* [Task goal]:
Going through the data below, copy out each line where the word "turn" shows up.

* [Records provided]:
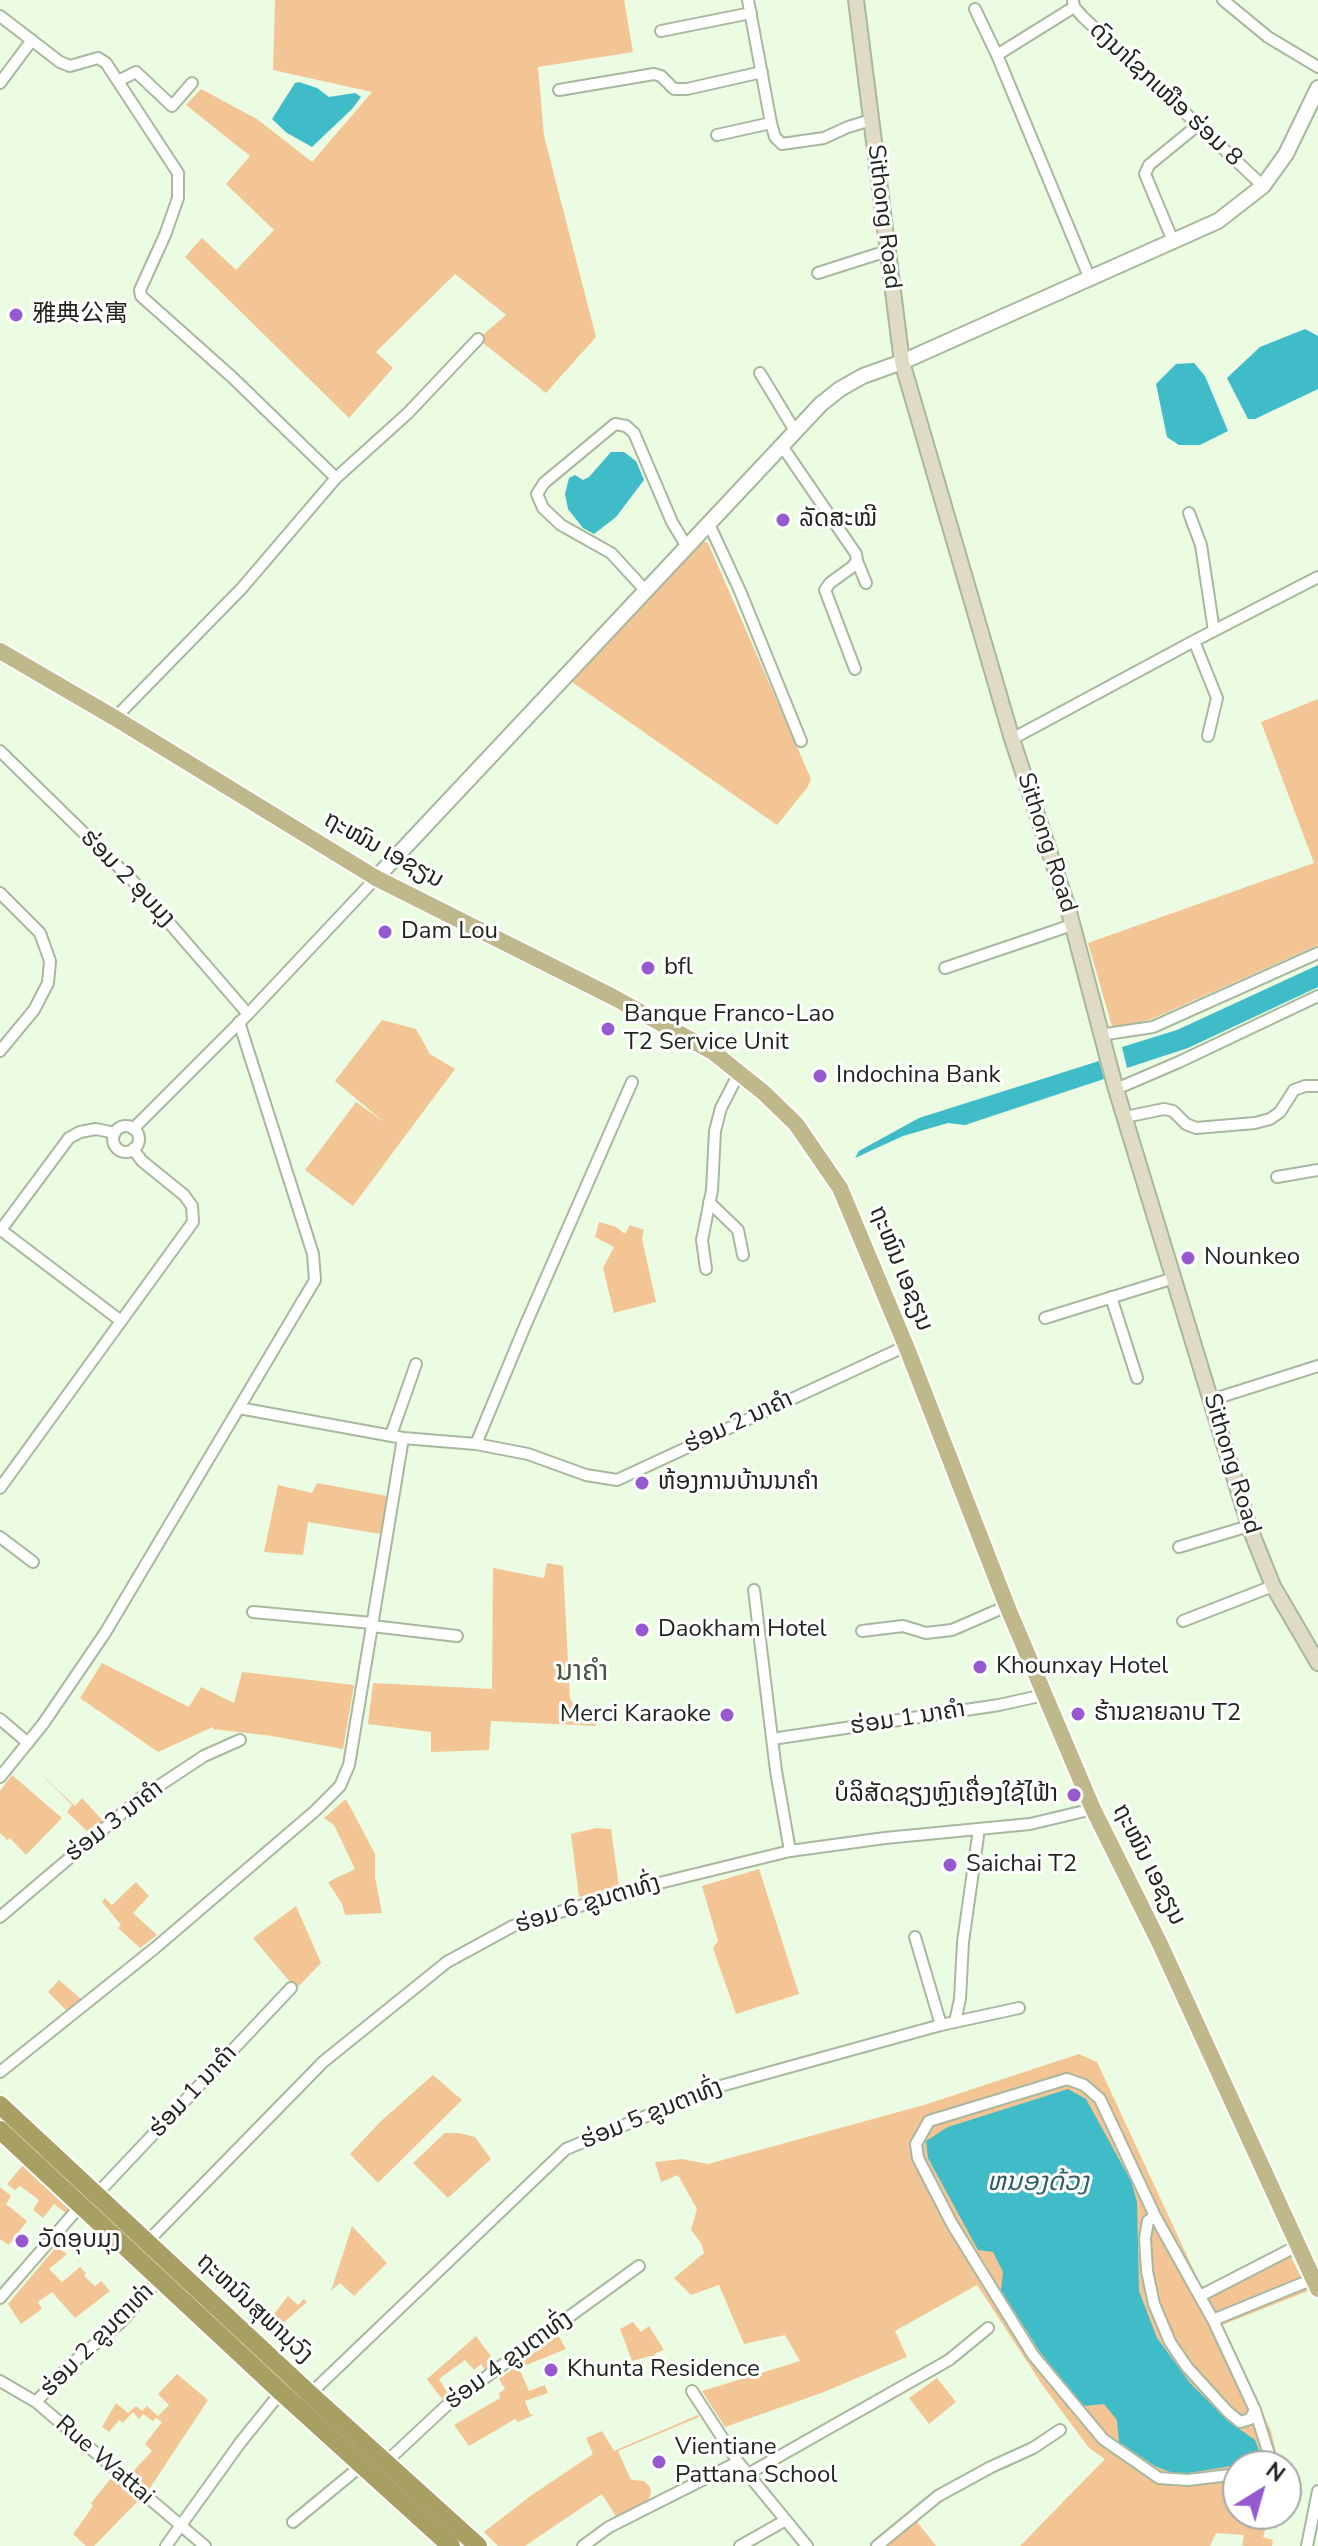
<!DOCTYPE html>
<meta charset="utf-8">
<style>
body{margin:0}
#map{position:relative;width:1318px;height:2546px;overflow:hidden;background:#ebfce2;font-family:"Nunito Sans",sans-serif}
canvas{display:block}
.north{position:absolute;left:1222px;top:2450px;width:80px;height:80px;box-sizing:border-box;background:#fff;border:2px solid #a5a8a4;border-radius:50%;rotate:37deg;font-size:22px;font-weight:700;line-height:32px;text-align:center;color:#1f251c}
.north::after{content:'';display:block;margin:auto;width:28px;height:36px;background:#9759d0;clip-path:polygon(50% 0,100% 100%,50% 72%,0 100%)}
</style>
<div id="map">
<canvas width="1318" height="2546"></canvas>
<div class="north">N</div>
</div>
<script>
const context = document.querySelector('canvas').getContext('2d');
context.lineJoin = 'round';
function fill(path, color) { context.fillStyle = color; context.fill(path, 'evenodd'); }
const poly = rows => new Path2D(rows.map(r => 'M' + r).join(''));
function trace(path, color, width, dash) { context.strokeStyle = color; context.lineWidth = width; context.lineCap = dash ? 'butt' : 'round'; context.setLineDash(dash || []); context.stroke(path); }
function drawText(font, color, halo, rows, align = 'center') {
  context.font = font + ' "Nunito Sans","Noto Sans SC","Noto Sans Lao",sans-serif'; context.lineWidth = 6; context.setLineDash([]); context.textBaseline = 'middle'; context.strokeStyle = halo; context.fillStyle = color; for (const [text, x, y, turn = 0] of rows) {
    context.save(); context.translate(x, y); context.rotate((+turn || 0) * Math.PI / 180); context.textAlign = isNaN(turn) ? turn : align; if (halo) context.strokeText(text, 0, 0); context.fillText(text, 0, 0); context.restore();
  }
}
const green = poly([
 [275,0,624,0,633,52,538,67,544,136,596,337,546,393,478,339,506,315,455,274,376,352,393,368,349,418,185,257,202,238,236,270,274,230,226,184,250,156,186,105,201,89,257,119,312,162,372,92,273,70],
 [702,541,708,543,811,779,807,788,777,825,572,682],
 [1318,699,1318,945,1152,1019,1113,1030,1088,943,1314,863,1261,722],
 [382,1020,416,1029,430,1054,455,1069,353,1206,305,1170,356,1102,384,1122,335,1081],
 [599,1222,616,1227,625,1234,630,1225,644,1230,642,1239,656,1302,614,1313,603,1268,614,1247,595,1237],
 [317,1483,387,1496,381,1534,308,1522,303,1555,264,1552,278,1485,312,1493],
 [547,1563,563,1566,570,1698,573,1704,595,1711,596,1726,491,1721,489,1750,431,1752,431,1732,368,1724,373,1683,492,1689,493,1568,544,1578],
 [102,1663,189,1707,201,1687,234,1703,242,1672,354,1685,343,1749,272,1736,213,1729,213,1727,158,1752,80,1698],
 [38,1771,75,1806,82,1798,105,1823,91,1835,67,1812,72,1805],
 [12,1775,62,1818,26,1855,10,1838,7,1840,0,1833,0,1791],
 [346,1799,375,1854,375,1877,382,1913,345,1915,342,1904,328,1882,355,1869,334,1825,324,1818],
 [596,1828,611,1829,619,1887,579,1897,571,1834],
 [759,1869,799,1994,736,2014,713,1948,718,1941,702,1886],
 [136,1882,149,1896,133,1913,157,1935,140,1948,118,1928,121,1925,102,1902,105,1898,112,1905],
 [296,1906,321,1963,296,1989,253,1938],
 [59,1980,81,1999,68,2012,48,1992],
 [1079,2054,1097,2062,1202,2288,1286,2247,1308,2291,1222,2325,1271,2431,1277,2456,1271,2466,1238,2466,1238,2514,1270,2514,1263,2537,1273,2540,1272,2546,1245,2546,1242,2545,1244,2535,1216,2533,1210,2546,1020,2546,1105,2459,1089,2448,1041,2383,977,2285,895,2331,907,2357,824,2392,725,2427,702,2391,800,2361,785,2335,744,2344,719,2285,691,2295,674,2278,704,2253,701,2243,691,2230,697,2209,678,2175,661,2182,655,2162,682,2159,708,2164,924,2105],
 [433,2075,462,2100,378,2183,350,2154,380,2122],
 [445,2133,459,2133,475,2137,491,2159,448,2198,413,2163],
 [24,2164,72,2208,67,2214,54,2204,43,2218,33,2210,39,2200,20,2186,15,2190,7,2184],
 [0,2187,11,2196,6,2204,27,2221,9,2245,0,2239],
 [352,2226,387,2263,354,2296,340,2283,331,2291],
 [56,2247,67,2254,49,2269,62,2282,80,2267,86,2273,84,2276,95,2286,101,2281,110,2291,75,2318,52,2292,38,2302,42,2309,21,2324,8,2304],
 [288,2296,298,2305,304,2299,307,2302,272,2333,264,2327],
 [633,2322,641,2332,649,2326,664,2350,654,2354,662,2364,653,2368,650,2356,632,2361,620,2329],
 [558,2335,566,2349,519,2368,529,2391,545,2385,548,2393,525,2401,530,2414,534,2415,518,2422,515,2419,469,2446,454,2425,500,2398,499,2393,505,2389,499,2379],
 [476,2336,496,2363,486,2371,481,2364,474,2370,465,2360,439,2379,451,2398,444,2402,427,2379],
 [177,2374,208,2400,148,2491,126,2479,152,2451,145,2444,162,2422,156,2418,153,2421,143,2414,139,2419,133,2412,123,2423,119,2420,109,2432,102,2427,116,2403,128,2413,136,2406,142,2411,147,2406,158,2416,169,2405,158,2394],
 [937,2378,956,2402,929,2424,909,2398],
 [698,2415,699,2417,618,2451,631,2480,644,2481,650,2487,651,2492,647,2505,618,2520,602,2494,525,2546,498,2546,484,2532,529,2497,593,2454,586,2438,602,2431,614,2451],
 [112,2477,138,2501,94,2546,86,2546,73,2534,93,2506,91,2503],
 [915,2519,936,2546,883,2546]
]);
const water = poly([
 [299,82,317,88,329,97,355,93,361,97,352,109,312,147,287,133,272,119,295,83],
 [1305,329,1318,336,1318,389,1255,419,1248,419,1227,378,1260,347],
 [1194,363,1205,376,1228,431,1200,445,1179,445,1167,437,1156,384,1176,364],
 [611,452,624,452,636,461,644,480,616,517,594,534,583,528,568,509,565,494,569,478,575,475,583,480,589,477],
 [1318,965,1318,987,1188,1048,1127,1068,1122,1047,1177,1030],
 [1099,1061,1104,1079,965,1125,948,1123,903,1136,855,1158,859,1151,919,1118],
 [1068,2089,1086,2099,1131,2181,1137,2202,1139,2291,1157,2338,1190,2383,1228,2421,1255,2440,1261,2455,1255,2462,1177,2475,1155,2466,1119,2442,1117,2420,1104,2404,1084,2406,1040,2352,1001,2290,1003,2272,993,2252,978,2250,928,2158,926,2141,948,2127]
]);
const minor = poly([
 [748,0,771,123,775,137,782,144,824,138,848,127,871,120],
 [1073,0,1074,7,1083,17,1263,186],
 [1223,0,1268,37,1318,67],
 [975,9,997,55,1090,279],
 [0,16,60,62,70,66,98,58,106,63,178,173,178,198,165,235,140,290,141,296,233,378,336,478],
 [661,31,751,13],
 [997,55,1074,7],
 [118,81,136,72,172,106,192,83],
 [0,83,32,40],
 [559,90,654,74,661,76,674,89,687,89,762,72],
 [717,135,771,123],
 [1173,241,1145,174,1149,165,1198,125],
 [818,273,887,251],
 [760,373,795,431],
 [782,446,856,554,857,561,852,567,830,583,825,590,855,669],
 [1189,513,1201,545,1214,631],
 [709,524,740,591,801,741],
 [857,561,866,583],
 [646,591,611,553,561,525,543,508,537,494,544,483,615,424,626,426,634,433,672,522,687,547],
 [1194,641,1217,698,1208,736],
 [115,718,242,588,336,478,408,413,478,339],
 [1012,739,1194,641,1318,577],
 [0,751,133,881,248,1014],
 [0,893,40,933,50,961,48,983,34,1010,0,1051],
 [945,968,1072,925],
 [1100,1035,1153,1027,1318,953],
 [1116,1089,1179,1062,1318,996],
 [1125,1117,1164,1109,1173,1111,1186,1124,1196,1128,1255,1123,1270,1119,1280,1112,1294,1090,1305,1086,1318,1086],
 '113 1139a13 13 0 1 1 26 0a13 13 0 1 1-26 0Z',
 [133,1129,248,1014,376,878],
 [1277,1177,1318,1170],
 [709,1202,738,1230,743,1255],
 [1,1230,121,1321],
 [0,1231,69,1138,80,1132,96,1129,115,1133],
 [706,1269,702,1240,712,1190,715,1131,721,1108,739,1073],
 [1111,1297,1137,1378],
 [1045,1318,1174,1278],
 [1211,1400,1318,1366],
 [239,1408,403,1438,476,1444,528,1454,586,1475,617,1480,906,1346],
 [391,1435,416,1364],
 [476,1444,525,1326,632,1082],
 [0,1488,193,1222,192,1206,184,1195,142,1161,133,1149],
 [0,1537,33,1562],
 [1179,1547,1249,1526],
 [754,1590,776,1771,790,1851],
 [253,1612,372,1623],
 [1183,1621,1273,1586],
 [372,1626,457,1636],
 [862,1631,903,1626,926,1633,952,1630,1007,1606],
 [0,1719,28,1743],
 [772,1739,999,1705,1044,1695],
 [0,1777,43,1724,105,1633,315,1280,313,1254,239,1022],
 [0,1917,139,1799,204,1756,240,1740],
 [915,1937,941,2025],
 [955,2022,960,1999,963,1942,979,1829],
 [0,2072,155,1948,315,1811,340,1786,349,1765,403,1438],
 [96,2195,291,1988],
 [1155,2216,1148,2221,1145,2238,1147,2271,1154,2304,1170,2342,1187,2367,1227,2411,1240,2422,1250,2419,1255,2410,1213,2320,1155,2216,1100,2099,1084,2085,1067,2079,929,2121,916,2144,918,2158,952,2224,1033,2355,1103,2439,1159,2478,1188,2480,1238,2474],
 [147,2242,323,2062,447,1962,513,1926,643,1887,790,1851,885,1838,1030,1824,1093,1809],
 [1200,2296,1297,2246],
 [0,2298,81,2205],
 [1213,2320,1313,2279],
 [0,2381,36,2402,205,2546],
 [692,2391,738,2462,807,2546],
 [310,2394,566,2149,717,2087,941,2025,1019,2008],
 [36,2402,70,2365,119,2324,160,2279],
 [1255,2410,1268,2451,1263,2464,1259,2466],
 [385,2463,446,2406,639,2266],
 [748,2474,949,2360,988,2328],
 [293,2522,361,2466],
 [166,2546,240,2443,281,2392],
 [583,2546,609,2527,738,2462],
 [740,2546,786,2520],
 [877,2546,938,2496,991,2467,1033,2448,1060,2430],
 [1307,2546,1318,2491]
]);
const tertiary = poly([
 [376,878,821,404,840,389,863,376,902,362,1218,221,1263,186,1286,154,1318,88]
]);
const secondary = poly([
 [856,0,902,362,1012,739,1068,908,1115,1086,1249,1526,1273,1586,1318,1663]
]);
const primary = poly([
 [0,651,115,718,376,878,613,997,713,1052,764,1093,796,1124,840,1188,906,1346,1007,1606,1093,1809,1160,1944,1318,2289]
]);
const trunk = poly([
 [0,2105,310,2394,478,2546],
 [0,2130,281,2392,451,2546]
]);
const markers = [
 [16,315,8,"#9759d0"],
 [783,520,8,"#9759d0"],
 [385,932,8,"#9759d0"],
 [648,968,8,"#9759d0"],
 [608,1029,8,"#9759d0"],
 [820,1076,8,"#9759d0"],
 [1188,1258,8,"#9759d0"],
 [642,1483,8,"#9759d0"],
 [642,1630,8,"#9759d0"],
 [980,1667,8,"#9759d0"],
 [1078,1714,8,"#9759d0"],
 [727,1715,8,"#9759d0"],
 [1074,1795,8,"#9759d0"],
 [950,1865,8,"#9759d0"],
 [22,2241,8,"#9759d0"],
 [551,2370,8,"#9759d0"],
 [659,2462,8,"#9759d0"]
];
const streetNames = [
 ["ດົງນາໂຊກເໜືອ ຮ່ອມ 8",1165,95,43],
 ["Sithong Road",883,217,83],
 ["Sithong Road",1046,843,72],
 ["ຖະໜົນ ເອຊຽນ",383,851,29],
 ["ຮ່ອມ 2 ອຸບມຸງ",127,879,46],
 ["ຖະໜົນ ເອຊຽນ",900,1269,68],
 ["ຮ່ອມ 2 ນາຄຳ",739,1423,-25],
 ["Sithong Road",1231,1464,73],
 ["ຮ່ອມ 1 ນາຄຳ",908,1719,-9],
 ["ຮ່ອມ 3 ນາຄຳ",115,1822,-38],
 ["ຖະໜົນ ເອຊຽນ",1148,1865,63],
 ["ຮ່ອມ 6 ຂູນຕາທົ່ງ",588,1905,-17],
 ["ຮ່ອມ 1 ນາຄຳ",194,2092,-47],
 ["ຮ່ອມ 5 ຂູນຕາທົ່ງ",652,2115,-22],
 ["ຖະຫນົນສຸພານຸວົງ",254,2309,43],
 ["ຮ່ອມ 2 ຂູນຕາທ່າ",98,2341,-45],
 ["ຮ່ອມ 4 ຂູນຕາທົ່ງ",509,2361,-36],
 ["Rue Wattai",104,2461,41]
];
const poiNames = [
 ["雅典公寓",32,315],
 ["ລັດສະໝີ",799,520],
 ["Dam Lou",401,932],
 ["bfl",664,968],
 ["Banque Franco-Lao",624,1015],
 ["T2 Service Unit",624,1043],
 ["Indochina Bank",836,1076],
 ["Nounkeo",1204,1258],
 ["ຫ້ອງການບ້ານນາຄໍາ",658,1483],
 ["Daokham Hotel",658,1630],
 ["Khounxay Hotel",996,1667],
 ["ຮ້ານຂາຍລາບ T2",1094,1714],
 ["Merci Karaoke",711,1715,"right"],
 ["ບໍລິສັດຊຽງຫຼົງເຄື່ອງໃຊ້ໄຟ້າ",1058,1795,"right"],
 ["Saichai T2",966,1865],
 ["ວັດອຸບມຸງ",38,2241],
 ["Khunta Residence",567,2370],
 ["Vientiane",675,2448],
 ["Pattana School",675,2476]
];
const waterNames = [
 ["ຫນອງດ້ວງ",1038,2184]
];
const quarterNames = [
 ["ນາຄຳ",582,1673]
];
fill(green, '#f3c595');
fill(water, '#3fbcc7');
trace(minor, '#a8b89f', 14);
trace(tertiary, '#a8b89f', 18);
trace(secondary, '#a8b89f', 18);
trace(primary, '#fff', 20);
trace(trunk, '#fff', 22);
trace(minor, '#fff', 10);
trace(tertiary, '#fff', 14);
trace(secondary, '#dfdbc4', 14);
trace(primary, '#beb88a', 16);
trace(trunk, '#a8a063', 18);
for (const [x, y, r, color] of markers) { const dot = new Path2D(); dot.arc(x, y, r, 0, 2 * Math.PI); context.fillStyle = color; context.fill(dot); trace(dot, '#fff', 3); }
drawText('24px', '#1f251c', '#fff', streetNames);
drawText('24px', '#1f251c', '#fff', poiNames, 'left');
drawText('italic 26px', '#2e6165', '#fff', waterNames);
drawText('28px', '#485640', '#fff', quarterNames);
</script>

* [Reply]:
  context.font = font + ' "Nunito Sans","Noto Sans SC","Noto Sans Lao",sans-serif'; context.lineWidth = 6; context.setLineDash([]); context.textBaseline = 'middle'; context.strokeStyle = halo; context.fillStyle = color; for (const [text, x, y, turn = 0] of rows) {
    context.save(); context.translate(x, y); context.rotate((+turn || 0) * Math.PI / 180); context.textAlign = isNaN(turn) ? turn : align; if (halo) context.strokeText(text, 0, 0); context.fillText(text, 0, 0); context.restore();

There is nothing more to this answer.